Carr is Jimmy’s type I think. Jimmy and I have not seen eye to eye—as adults. We are right now in transit, moving in opposite directions & meeting in the middle. Our paths are crossing. Since the start of the Covid phenomenon he has been moving leftward; I, rightward. (I had thought there wasn’t a force anywhere on Earth or in Heaven that could do that. We are becoming tight buddies. It is almost a miracle.)

When I say that my brother is migrating leftward: in mid 2020 he listens to and is much influenced by the official Covid propaganda (if you’ll excuse me) that pours forth almost continuously from CNN and MSNBC. He is lapping it up like a cat lapping up cream.

Carr is speaking of the “gaming of the numbers.” Numbers of cases and numbers of deaths. That’s Covid cases and Covid deaths. Carr seems quite amused at moments—by the media skulduggery (related to “case” counts) he delineates.

There is a superette, or mini-mart, adjacent to where I’m stopped. I go in and buy a hot tea with milk, no sugar. I sip it in the car and listen to the podcast (if that’s what it is). [?] I listen to it in its entirety, I rather enjoy it. This is pure bonding (between me and my brother), I say to myself.

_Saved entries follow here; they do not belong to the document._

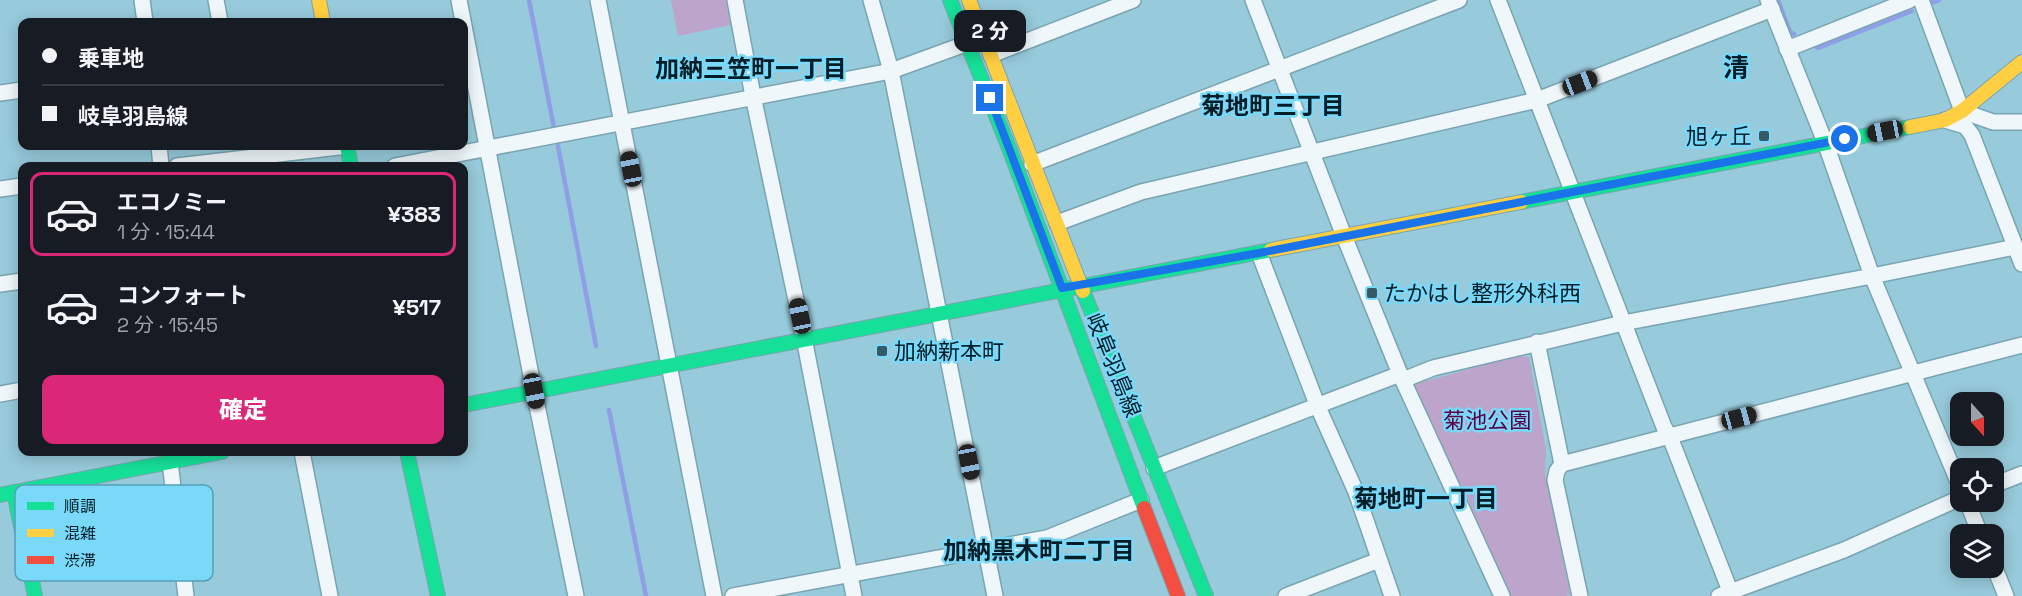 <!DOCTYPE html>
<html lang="ja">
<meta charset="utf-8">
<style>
:root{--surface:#171b24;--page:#242831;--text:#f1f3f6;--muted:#9ea1a6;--line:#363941;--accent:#db2777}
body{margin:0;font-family:"Space Grotesk","Noto Sans JP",sans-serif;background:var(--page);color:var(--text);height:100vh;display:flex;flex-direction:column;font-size:22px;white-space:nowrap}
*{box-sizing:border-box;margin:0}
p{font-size:20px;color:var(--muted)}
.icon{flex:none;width:33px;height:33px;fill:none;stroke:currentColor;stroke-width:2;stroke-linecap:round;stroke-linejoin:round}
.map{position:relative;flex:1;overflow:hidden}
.sheet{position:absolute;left:18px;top:162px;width:450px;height:294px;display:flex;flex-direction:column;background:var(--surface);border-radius:12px;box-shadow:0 3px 15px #0003}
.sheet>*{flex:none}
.guide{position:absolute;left:18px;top:18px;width:450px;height:132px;border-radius:12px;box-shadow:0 3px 15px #0003;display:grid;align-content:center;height:132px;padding:0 24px;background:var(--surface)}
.needle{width:39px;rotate:159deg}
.tools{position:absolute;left:1950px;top:392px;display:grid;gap:12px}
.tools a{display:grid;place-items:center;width:54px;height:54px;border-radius:12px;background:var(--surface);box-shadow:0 3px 15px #0003;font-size:30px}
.end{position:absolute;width:27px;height:27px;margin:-14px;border:8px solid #1a73e8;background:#fff;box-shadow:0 0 0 3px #fff}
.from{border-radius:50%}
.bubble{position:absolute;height:42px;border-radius:12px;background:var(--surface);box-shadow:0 3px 15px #0003;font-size:20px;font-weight:800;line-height:42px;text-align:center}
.car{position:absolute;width:18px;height:36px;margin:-18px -9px;border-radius:8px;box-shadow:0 0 4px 2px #0007;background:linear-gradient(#222 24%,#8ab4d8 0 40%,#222 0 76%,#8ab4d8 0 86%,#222 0)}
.guide b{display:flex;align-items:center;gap:21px;height:57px;font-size:22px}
.guide b+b{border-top:2px solid var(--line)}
.guide i{width:15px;height:15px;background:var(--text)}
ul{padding:10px 0 0;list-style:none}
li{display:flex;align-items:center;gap:18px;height:84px;margin:0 12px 9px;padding:0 12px;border:3px solid transparent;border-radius:12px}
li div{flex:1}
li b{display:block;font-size:22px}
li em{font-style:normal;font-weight:800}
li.current{border-color:var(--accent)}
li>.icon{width:54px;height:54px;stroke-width:1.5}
.primary-button{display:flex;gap:12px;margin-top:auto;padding:12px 24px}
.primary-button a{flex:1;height:69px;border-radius:12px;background:var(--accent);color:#fff;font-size:24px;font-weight:800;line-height:69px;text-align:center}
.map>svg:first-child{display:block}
.green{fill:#bca4ca}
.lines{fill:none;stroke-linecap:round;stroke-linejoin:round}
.stream{stroke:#8f9fe7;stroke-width:4.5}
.street-casing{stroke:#7aa4b1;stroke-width:18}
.fast-casing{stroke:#7aa4b1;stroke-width:16}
.slow-casing{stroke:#7aa4b1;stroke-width:16}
.jam-casing{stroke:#7aa4b1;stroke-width:16}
.street{stroke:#eff7fa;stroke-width:15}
.fast{stroke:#16e098;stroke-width:14}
.slow{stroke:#ffcf43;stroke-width:14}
.jam{stroke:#f24e42;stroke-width:14}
.route{stroke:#1a73e8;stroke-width:8}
.poi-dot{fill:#355a66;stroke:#7ad8f8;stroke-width:2}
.labels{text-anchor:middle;stroke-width:5;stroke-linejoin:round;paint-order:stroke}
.poi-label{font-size:22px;fill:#001e27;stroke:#7ad8f8;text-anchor:start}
.street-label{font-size:22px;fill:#001e27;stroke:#7ad8f8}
.park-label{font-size:22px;fill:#5c0145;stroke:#7ad8f8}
.neighbourhood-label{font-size:24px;font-weight:bold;fill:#001e27;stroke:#7ad8f8}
.quarter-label{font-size:26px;font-weight:bold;fill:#001e27;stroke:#7ad8f8}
.key{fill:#7ad8f8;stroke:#55a0b9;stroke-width:1.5}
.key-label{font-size:16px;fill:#001e27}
</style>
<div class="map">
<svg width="2022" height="596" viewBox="0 0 2022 596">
<rect width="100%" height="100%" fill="#97cadb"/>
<g class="green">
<path d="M671 0H726L730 25 678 36Z"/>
<path d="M1516 356 1529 357 1546 450 1545 474 1570 594 1565 596H1508L1412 385Z"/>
</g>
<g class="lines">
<g class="stream">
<path d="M529 0 554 128"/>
<path d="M1778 0 1790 32 1794 34"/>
<path d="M1933 2 1939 0"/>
<path d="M1814 45 1818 48 1912 11"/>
<path d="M558 146 596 346"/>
<path d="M609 410 646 596"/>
</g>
<g class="street-casing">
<g id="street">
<path d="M142 0 145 22"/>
<path d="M216 0 220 22"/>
<path d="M459 0 534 391 576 596"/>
<path d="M598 0 714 596"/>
<path d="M735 0 753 96 804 338 854 596"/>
<path d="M871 0 891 71 995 596"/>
<path d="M1253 0 1344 236 1400 374 1502 596"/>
<path d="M1498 0 1664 427 1670 437 1732 596"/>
<path d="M1768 0 1825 142 1872 276 1960 486"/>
<path d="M1921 0 1962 111 1993 122H2022"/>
<path d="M1787 49 1910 0"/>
<path d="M991 55 1133 0"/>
<path d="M0 93 22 90"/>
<path d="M1945 120 1965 126 1972 135 2022 264"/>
<path d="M159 146 161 166"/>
<path d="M1032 164 1459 0"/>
<path d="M177 166 347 146"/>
<path d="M395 166 891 71 968 43"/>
<path d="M0 189 22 186"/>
<path d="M1057 223 1141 192 1537 100 1772 9"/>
<path d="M1259 253 1318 407 1356 492 1392 596"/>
<path d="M0 284 22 281"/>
<path d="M1537 342 1562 464"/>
<path d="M1403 380 1433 368 1623 323 1872 276 2015 247"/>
<path d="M0 394 22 390"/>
<path d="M302 452 330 596"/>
<path d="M170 462 186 596"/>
<path d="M1154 468 1400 374"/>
<path d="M1994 485 2022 474"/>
<path d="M1967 501 1980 534"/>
<path d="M1994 566 2006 596"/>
<path d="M733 596 1047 538 1141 500"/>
<path d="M1286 596 1379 560"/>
<path d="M1580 596 1555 480 1557 471 1562 464 2022 345"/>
<path d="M1719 596 1844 550 1960 498"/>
</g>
</g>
<g class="fast-casing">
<g id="fast">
<path d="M950 0 1009 148 1144 508"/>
<path d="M347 146 351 166"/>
<path d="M1521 202 1910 127"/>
<path d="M1083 291 1206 596"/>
<path d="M464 405 1271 250"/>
<path d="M407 452 438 596"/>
<path d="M14 492 35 596"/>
<path d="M0 495 222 452"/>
</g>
</g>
<g class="slow-casing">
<g id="slow">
<path d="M319 0 323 22"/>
<path d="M969 0 1083 291"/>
<path d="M1910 127 1945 120 1962 111 2022 62"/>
<path d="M1271 250 1521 202"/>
</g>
</g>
<g class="jam-casing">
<path id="jam" d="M1144 508 1178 596"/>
</g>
<use href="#street" class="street"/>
<use href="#fast" class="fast"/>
<use href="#slow" class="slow"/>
<use href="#jam" class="jam"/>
</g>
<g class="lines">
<path class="route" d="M990 98 1062 288 1259 253 1845 139"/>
</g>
<g class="poi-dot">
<rect x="1758" y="130" width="12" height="12" rx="3"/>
<rect x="1366" y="287" width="12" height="12" rx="3"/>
<rect x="876" y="345" width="12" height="12" rx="3"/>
</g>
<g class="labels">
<g class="poi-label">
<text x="1752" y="144" text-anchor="end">旭ヶ丘</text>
<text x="1384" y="301">たかはし整形外科西</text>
<text x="894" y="359">加納新本町</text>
</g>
<g class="street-label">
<text transform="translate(1114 365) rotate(68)" y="8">岐阜羽島線</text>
</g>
<g class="park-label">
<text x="1487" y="428">菊池公園</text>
</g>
<g class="neighbourhood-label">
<text x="751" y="77">加納三笠町一丁目</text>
<text x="1273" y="114">菊地町三丁目</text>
<text x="1426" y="507">菊地町一丁目</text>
<text x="1039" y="559">加納黒木町二丁目</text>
</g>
<g class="quarter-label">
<text x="1736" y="77">清</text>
</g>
</g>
<rect x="15" y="485" width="198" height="96" rx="9" class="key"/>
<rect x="27" y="502" width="27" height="8" fill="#16e098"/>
<rect x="27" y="529" width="27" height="8" fill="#ffcf43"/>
<rect x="27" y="556" width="27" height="8" fill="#f24e42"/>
<g class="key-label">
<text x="64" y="512">順調</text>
<text x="64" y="539">混雑</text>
<text x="64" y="566">渋滞</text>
</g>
</svg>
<div class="tools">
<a><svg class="needle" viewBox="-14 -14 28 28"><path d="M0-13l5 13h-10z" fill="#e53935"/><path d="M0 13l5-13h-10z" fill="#9ea1a6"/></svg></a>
<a><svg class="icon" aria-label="locate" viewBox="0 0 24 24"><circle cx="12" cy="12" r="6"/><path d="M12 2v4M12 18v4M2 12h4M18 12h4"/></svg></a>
<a><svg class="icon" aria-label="layers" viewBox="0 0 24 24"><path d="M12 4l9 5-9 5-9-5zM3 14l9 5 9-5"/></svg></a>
</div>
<i class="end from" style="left:1845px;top:139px"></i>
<i class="end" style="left:990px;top:98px"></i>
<div class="bubble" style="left:954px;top:10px;width:72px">2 分</div>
<i class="car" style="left:1580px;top:83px;rotate:69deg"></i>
<i class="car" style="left:1885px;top:131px;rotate:259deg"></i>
<i class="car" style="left:631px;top:169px;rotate:349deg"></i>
<i class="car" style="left:800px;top:316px;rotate:348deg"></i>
<i class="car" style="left:534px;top:391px;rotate:169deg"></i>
<i class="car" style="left:1739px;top:418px;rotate:75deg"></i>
<i class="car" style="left:969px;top:462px;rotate:169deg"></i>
<div class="guide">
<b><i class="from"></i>乗車地</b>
<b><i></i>岐阜羽島線</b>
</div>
<section class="sheet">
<ul>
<li class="current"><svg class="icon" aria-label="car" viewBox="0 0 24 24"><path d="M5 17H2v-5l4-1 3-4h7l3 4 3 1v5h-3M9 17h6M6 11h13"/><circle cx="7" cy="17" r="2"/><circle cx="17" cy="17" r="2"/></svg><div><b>エコノミー</b><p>1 分 · 15:44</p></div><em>¥383</em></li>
<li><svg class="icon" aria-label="car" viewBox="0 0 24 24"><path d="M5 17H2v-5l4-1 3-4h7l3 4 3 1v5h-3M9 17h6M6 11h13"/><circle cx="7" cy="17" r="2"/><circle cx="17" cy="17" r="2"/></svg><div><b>コンフォート</b><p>2 分 · 15:45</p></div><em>¥517</em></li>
</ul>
<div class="primary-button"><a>確定</a></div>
</section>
</div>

In May 2023, at video-sharing sites that are free-speech alternatives to YouTube, doctors—doctors in alignment with “the opposing narrative”—talk about their treatment of patients “who have Covid.” Again and again I ask: How do they know? Flu and colds, which can be virulent (severe) and life-threatening, have never gone away.

For me, at this point, it is axiomatic that RT–PCR as the test used in the diagnosis of Covid illness—is worthless. (A point that is in debate, in May 2023.) I have written (above) that flu is hard to diagnose. (Persons told that they have flu may have illness that resembles flu caused by other respiratory viruses.) Covid-19 is similarly hard to diagnose—and for all the same reasons.